Yap Promotes Noncanonical Wnt Signals From Cardiomyocytes for Heart Regeneration

Abstract

Rationale: During neonatal heart regeneration, the fibrotic response, which is required to prevent cardiac rupture, resolves via poorly understood mechanisms. Deletion of the Hippo pathway gene Sav in adult cardiomyocytes increases Yap activity and promotes cardiac regeneration, partly by inducing fibrosis resolution. Deletion of Yap in neonatal cardiomyocytes leads to increased fibrosis and loss of neonatal heart regeneration, suggesting that Yap inhibits fibrosis by regulating intercellular signaling from cardiomyocytes to cardiac fibroblasts (CFs).

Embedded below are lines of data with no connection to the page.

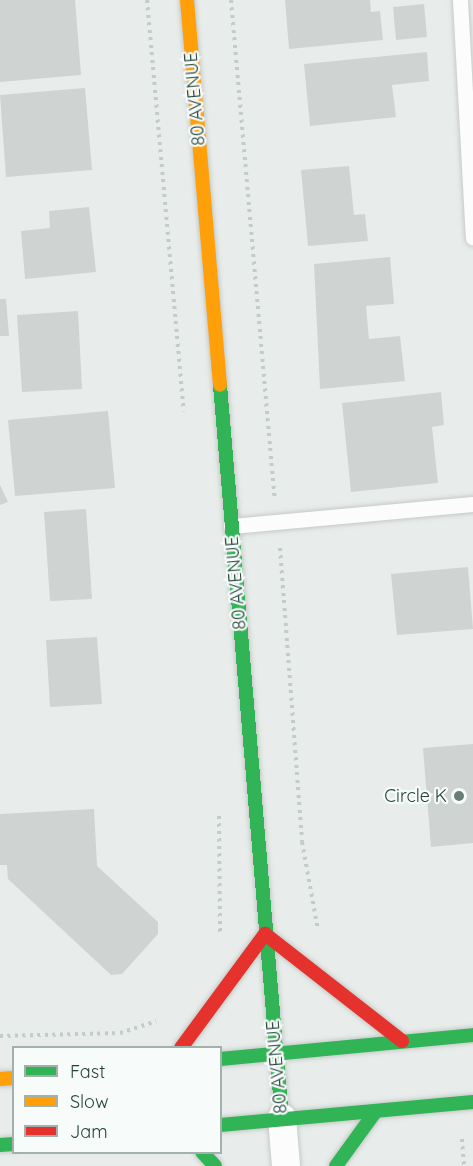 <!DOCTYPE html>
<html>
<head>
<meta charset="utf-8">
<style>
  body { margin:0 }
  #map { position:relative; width:473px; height:1166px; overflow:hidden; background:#e8edeb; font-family:Quicksand,sans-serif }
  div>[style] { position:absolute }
  .building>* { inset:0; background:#cfd4d2 }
  .path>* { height:4px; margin-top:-2px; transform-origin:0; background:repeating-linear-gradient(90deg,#c3ccca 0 3px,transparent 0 7.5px) }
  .roads { filter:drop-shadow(0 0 2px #c5cac8) drop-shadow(0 0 2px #c5cac8) }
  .lane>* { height:15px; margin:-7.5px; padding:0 7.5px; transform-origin:7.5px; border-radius:7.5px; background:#fcfcfc }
  .street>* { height:28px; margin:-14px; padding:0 14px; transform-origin:14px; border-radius:14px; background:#fcfcfc }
  .fast>* { height:14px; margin:-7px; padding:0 7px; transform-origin:7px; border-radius:7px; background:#30b455 }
  .slow>* { height:14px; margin:-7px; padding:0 7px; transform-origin:7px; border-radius:7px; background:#ff9f0a }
  .jam>* { height:14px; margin:-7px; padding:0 7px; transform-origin:7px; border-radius:7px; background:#e5322d }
  .dots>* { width:16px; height:16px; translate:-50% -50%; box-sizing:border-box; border:3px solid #f7fbf9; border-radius:50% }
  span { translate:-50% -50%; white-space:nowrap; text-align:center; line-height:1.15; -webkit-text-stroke:4.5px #f7fbf9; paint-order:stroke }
  .street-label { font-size:18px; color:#24423a }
  .poi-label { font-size:18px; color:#24423a }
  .right { translate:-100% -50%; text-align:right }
  .legend { position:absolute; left:12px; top:1046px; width:210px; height:108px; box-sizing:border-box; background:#f7fbf9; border:2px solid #a3b1ad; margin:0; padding:8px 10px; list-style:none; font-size:18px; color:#24423a }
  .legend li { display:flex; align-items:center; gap:12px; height:30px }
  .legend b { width:30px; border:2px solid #a3b1ad }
</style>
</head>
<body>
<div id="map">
  <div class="building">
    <i style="clip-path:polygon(0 0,75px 0,81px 75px,0 82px)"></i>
    <i style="clip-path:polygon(285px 0,370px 0,371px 12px,380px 11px,383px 40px,289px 49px)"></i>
    <i style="clip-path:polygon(424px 4px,427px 37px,396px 40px,393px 7px)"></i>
    <i style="clip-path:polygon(427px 52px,429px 81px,392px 85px,396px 117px,310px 126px,304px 64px)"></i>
    <i style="clip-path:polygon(85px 88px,92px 170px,6px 177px,0 95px)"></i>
    <i style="clip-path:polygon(349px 166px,354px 215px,365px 214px,368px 241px,308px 246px,301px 170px)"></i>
    <i style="clip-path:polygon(89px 207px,96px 272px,25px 279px,21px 231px,50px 228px,49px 211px)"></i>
    <i style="clip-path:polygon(390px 257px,394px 304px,366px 306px,369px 339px,400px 336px,405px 381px,320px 389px,314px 264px)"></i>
    <i style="clip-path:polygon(0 299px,6px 299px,9px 336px,0 336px)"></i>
    <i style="clip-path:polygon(78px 311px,82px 389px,22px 392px,17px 315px)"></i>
    <i style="clip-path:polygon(441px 392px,444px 425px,432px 427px,438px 483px,351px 492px,342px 403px)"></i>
    <i style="clip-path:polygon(108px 411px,115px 488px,15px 496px,8px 420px)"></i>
    <i style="clip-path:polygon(0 485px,8px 502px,0 505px)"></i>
    <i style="clip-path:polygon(86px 509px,92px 599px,50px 601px,44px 512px)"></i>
    <i style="clip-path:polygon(468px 567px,473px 629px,397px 635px,391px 574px)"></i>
    <i style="clip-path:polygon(97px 637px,102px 704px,50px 707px,46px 640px)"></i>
    <i style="clip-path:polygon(473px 744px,473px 843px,431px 847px,423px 748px)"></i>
    <i style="clip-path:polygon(94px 809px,97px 866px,158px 922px,158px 934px,122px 974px,111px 975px,8px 879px,7px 865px,0 865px,0 814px)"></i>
  </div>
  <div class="path">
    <i style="left:147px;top:0;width:413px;rotate:84.9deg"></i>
    <i style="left:231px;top:0;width:500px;rotate:85deg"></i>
    <i style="left:280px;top:548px;width:295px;rotate:85.7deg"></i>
    <i style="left:302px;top:842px;width:89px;rotate:79.7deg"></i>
    <i style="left:219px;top:816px;width:118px;rotate:89.5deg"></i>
    <i style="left:0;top:1036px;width:120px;rotate:-1.4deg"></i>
    <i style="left:120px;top:1033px;width:38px;rotate:-18deg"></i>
    <i style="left:462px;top:1139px;width:27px;rotate:86deg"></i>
  </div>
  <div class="roads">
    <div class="lane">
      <i style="left:460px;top:0;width:238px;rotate:86.9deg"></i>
      <i style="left:231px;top:526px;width:243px;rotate:-5.2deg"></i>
    </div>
    <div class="street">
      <i style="left:282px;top:1118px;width:48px;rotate:85.2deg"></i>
    </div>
    <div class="fast">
      <i style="left:220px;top:385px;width:736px;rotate:85.17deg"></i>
      <i style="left:220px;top:1059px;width:254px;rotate:-5.4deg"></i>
      <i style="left:220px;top:1125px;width:254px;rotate:-5.2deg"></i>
      <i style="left:0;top:1145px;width:14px;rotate:-4deg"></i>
      <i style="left:202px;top:1152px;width:19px;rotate:47deg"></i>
      <i style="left:336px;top:1166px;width:68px;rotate:-54deg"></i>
    </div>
    <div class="slow">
      <i style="left:187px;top:0;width:386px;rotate:85.1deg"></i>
      <i style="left:0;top:1079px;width:14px;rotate:-4deg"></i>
    </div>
    <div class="jam">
      <i style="left:181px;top:1048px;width:142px;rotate:-53.6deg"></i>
      <i style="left:265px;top:934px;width:174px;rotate:38deg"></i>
    </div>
  </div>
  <div class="dots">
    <i style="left:459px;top:796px;background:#697e78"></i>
  </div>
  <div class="street-label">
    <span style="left:195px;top:99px;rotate:-95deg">80 AVENUE</span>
    <span style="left:236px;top:583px;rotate:-95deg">80 AVENUE</span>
    <span style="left:277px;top:1067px;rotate:-95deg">80 AVENUE</span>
  </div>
  <div class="poi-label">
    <span class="right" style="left:447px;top:796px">Circle K</span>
  </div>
  <ul class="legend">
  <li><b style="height:8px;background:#30b455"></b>Fast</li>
  <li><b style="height:8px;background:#ff9f0a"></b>Slow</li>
  <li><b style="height:8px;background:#e5322d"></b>Jam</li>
  </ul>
</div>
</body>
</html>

Objective: We investigated the role of Wntless (Wls), which is a direct target gene of Yap, in communication between cardiomyocytes and CFs during neonatal heart regeneration. Methods and Results: We generated 2 mouse models to delete Wls specifically in cardiomyocytes (Myh6-Cas9 combined with AAV9-Wls-gRNAs, and Myh6cre-ERT2/+; Wlsflox/flox). Reanalysis of single-cell RNA sequencing data revealed that Wnt ligands are expressed in cardiomyocytes, whereas Wnt receptors are expressed in CFs, suggesting that Wnt signaling is directional from cardiomyocytes to CFs during neonatal heart regeneration. Wls deletion in neonatal cardiomyocytes disrupted Wnt signaling, revealed by reduced noncanonical Wnt signaling in non-cardiomyocytes. Four weeks after neonatal heart myocardial infarction, heart function was measured by echocardiography. Wls deletion in neonatal cardiomyocytes after myocardial infarction impairs neonatal heart regeneration, marked by decreased contractile function and increased fibrosis. Wls mutant hearts display CF activation, characterized by increased extracellular matrix secretion, inflammation, and CF proliferation. Conclusions: These data indicate that during neonatal heart regeneration, intercellular signaling from cardiomyocytes to CFs occurs via noncanonical Wnt signaling to rebuild cardiac architecture after myocardial infarction.